Released by Alibaba on April 15, 2026 as the successor to Qwen 3.5 35B-A3B, with substantial upgrades in agentic coding, frontend workflows, repository-level reasoning, and thinking preservation for iterative development.

🎬 See it in action — Qwen 3.6 + BatiFlow demo (55s)

55 seconds of real on-device inference on a MacBook Pro M4 Max — 100 % local, no cloud, no API keys. Three scenarios in one continuous take:

Real-time Q&A — "Give me 5 quick tips for writing professional emails." → markdown-rendered streaming response at ~46 t/s. You can see tokens generated faster than you can read them.
Code generation + file-system tools — "Write a Python function to extract emails from text." → syntax-highlighted code → suggestion: "save this code to a file" → "show the file in Finder" → file appears in macOS Finder. The model is calling Mac tools (write file, reveal in Finder) directly from the conversation.
Calendar integration — "Show me today's schedule." → live macOS Calendar query → conversational event addition. Same conversation, multiple tool invocations.

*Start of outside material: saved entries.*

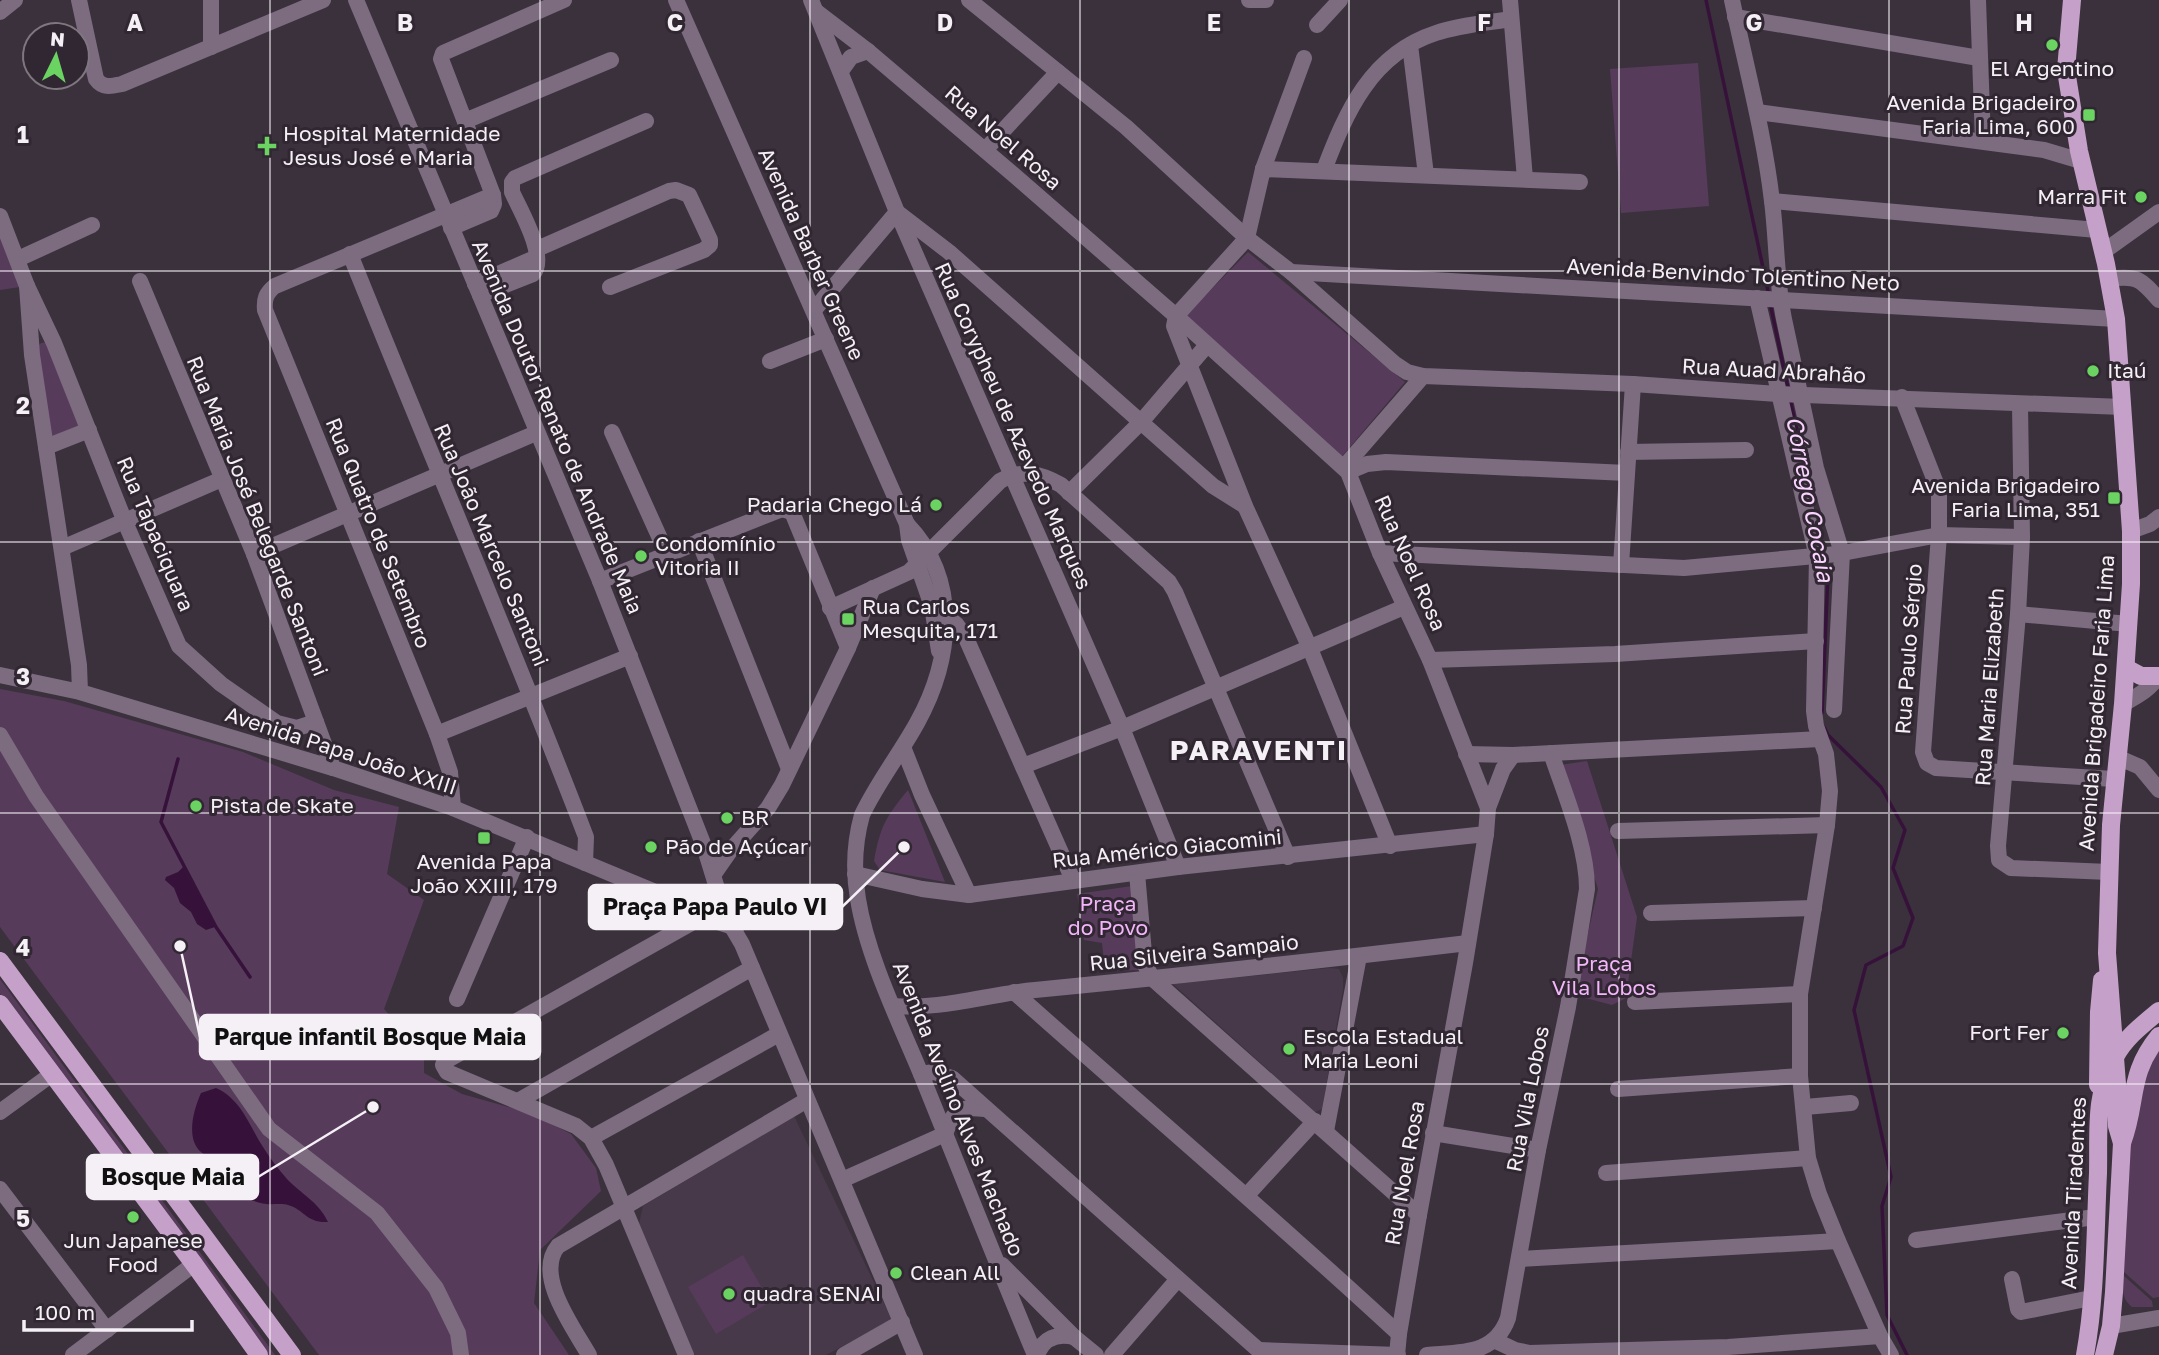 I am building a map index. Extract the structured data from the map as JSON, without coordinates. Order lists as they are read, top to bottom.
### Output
{
  "streets": {
    "main road": ["Avenida Brigadeiro Faria Lima", "Avenida Tiradentes"],
    "street": [
      "Rua Noel Rosa",
      "Avenida Barber Greene",
      "Avenida Benvindo Tolentino Neto",
      "Rua Auad Abrahão",
      "Rua Corypheu de Azevedo Marques",
      "Avenida Doutor Renato de Andrade Maia",
      "Rua Maria José Belegarde Santoni",
      "Rua Quatro de Setembro",
      "Rua Tapaciquara",
      "Rua João Marcelo Santoni",
      "Rua Paulo Sérgio",
      "Rua Maria Elizabeth",
      "Avenida Papa João XXIII",
      "Rua Américo Giacomini",
      "Rua Silveira Sampaio",
      "Rua Vila Lobos",
      "Avenida Avelino Alves Machado"
    ]
  },
  "crossings": [
    ["Rua Noel Rosa", "Rua Corypheu de Azevedo Marques"],
    ["Rua Noel Rosa", "Rua Américo Giacomini"],
    ["Rua Noel Rosa", "Rua Silveira Sampaio"],
    ["Avenida Barber Greene", "Rua Américo Giacomini"],
    ["Avenida Barber Greene", "Avenida Avelino Alves Machado"],
    ["Avenida Benvindo Tolentino Neto", "Avenida Brigadeiro Faria Lima"],
    ["Rua Auad Abrahão", "Rua Paulo Sérgio"],
    ["Rua Auad Abrahão", "Rua Maria Elizabeth"],
    ["Rua Auad Abrahão", "Avenida Brigadeiro Faria Lima"],
    ["Rua Corypheu de Azevedo Marques", "Rua Américo Giacomini"],
    ["Avenida Doutor Renato de Andrade Maia", "Avenida Papa João XXIII"],
    ["Rua Maria José Belegarde Santoni", "Rua Tapaciquara"],
    ["Rua Maria José Belegarde Santoni", "Avenida Papa João XXIII"],
    ["Rua Quatro de Setembro", "Rua João Marcelo Santoni"],
    ["Rua Quatro de Setembro", "Avenida Papa João XXIII"],
    ["Rua João Marcelo Santoni", "Avenida Papa João XXIII"],
    ["Rua Paulo Sérgio", "Rua Maria Elizabeth"],
    ["Rua Paulo Sérgio", "Avenida Brigadeiro Faria Lima"],
    ["Rua Maria Elizabeth", "Avenida Brigadeiro Faria Lima"],
    ["Avenida Brigadeiro Faria Lima", "Avenida Tiradentes"],
    ["Rua Américo Giacomini", "Avenida Avelino Alves Machado"],
    ["Rua Silveira Sampaio", "Avenida Avelino Alves Machado"]
  ],
  "districts": ["PARAVENTI"],
  "water": ["Córrego Cocaia"],
  "parks": ["Praça do Povo", "Praça Vila Lobos"],
  "places": {
    "other": [
      "El Argentino",
      "Marra Fit",
      "Itaú",
      "Padaria Chego Lá",
      "Condomínio Vitoria II",
      "Pista de Skate",
      "BR",
      "Pão de Açúcar",
      "Praça Papa Paulo VI",
      "Parque infantil Bosque Maia",
      "Fort Fer",
      "Escola Estadual Maria Leoni",
      "Bosque Maia",
      "Jun Japanese Food",
      "Clean All",
      "quadra SENAI"
    ],
    "transit": [
      "Avenida Brigadeiro Faria Lima, 600",
      "Avenida Brigadeiro Faria Lima, 351",
      "Rua Carlos Mesquita, 171",
      "Avenida Papa João XXIII, 179"
    ],
    "health": ["Hospital Maternidade Jesus José e Maria"]
  },
  "scale_bar": "100 m",
  "north": "top",
  "grid": {
    "columns": [
      "A",
      "B",
      "C",
      "D",
      "E",
      "F",
      "G",
      "H"
    ],
    "rows": [
      "1",
      "2",
      "3",
      "4",
      "5"
    ]
  }
}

Why this matters: the same Qwen 3.6 model that generates the answer is also driving function calls (file system, Calendar) on your Mac in real time. Through BatiFlow — a 5 MB native macOS app — non-developers get one-click access to this entire pipeline. No code, no API keys, no cloud, no monthly subscription.

Quick Start

# 16–24GB Mac
ollama pull batiai/qwen3.6-35b:iq3

# 24GB+ Mac (recommended)
ollama pull batiai/qwen3.6-35b:iq4

# 36GB+ Mac (highest quality on-device)
ollama pull batiai/qwen3.6-35b:q6

ollama run batiai/qwen3.6-35b:iq4

Aliases :q3 / :q4 point to the same blobs as :iq3 / :iq4.

Tool calling: these GGUFs ship with a ChatML + {{ .Tools }} Modelfile template so Ollama reports tools and thinking capabilities. When calling tools, pass "think": false in your chat request (otherwise the model spends tokens on the <think> block before emitting the <tool_call>).

Available Quantizations

Full Q2–Q8 spectrum. imatrix is applied to every low/mid-bit quant (IQ and Q4/Q5 K-quants) using wikitext-2-raw calibration — consistent quality recipe across the lineup.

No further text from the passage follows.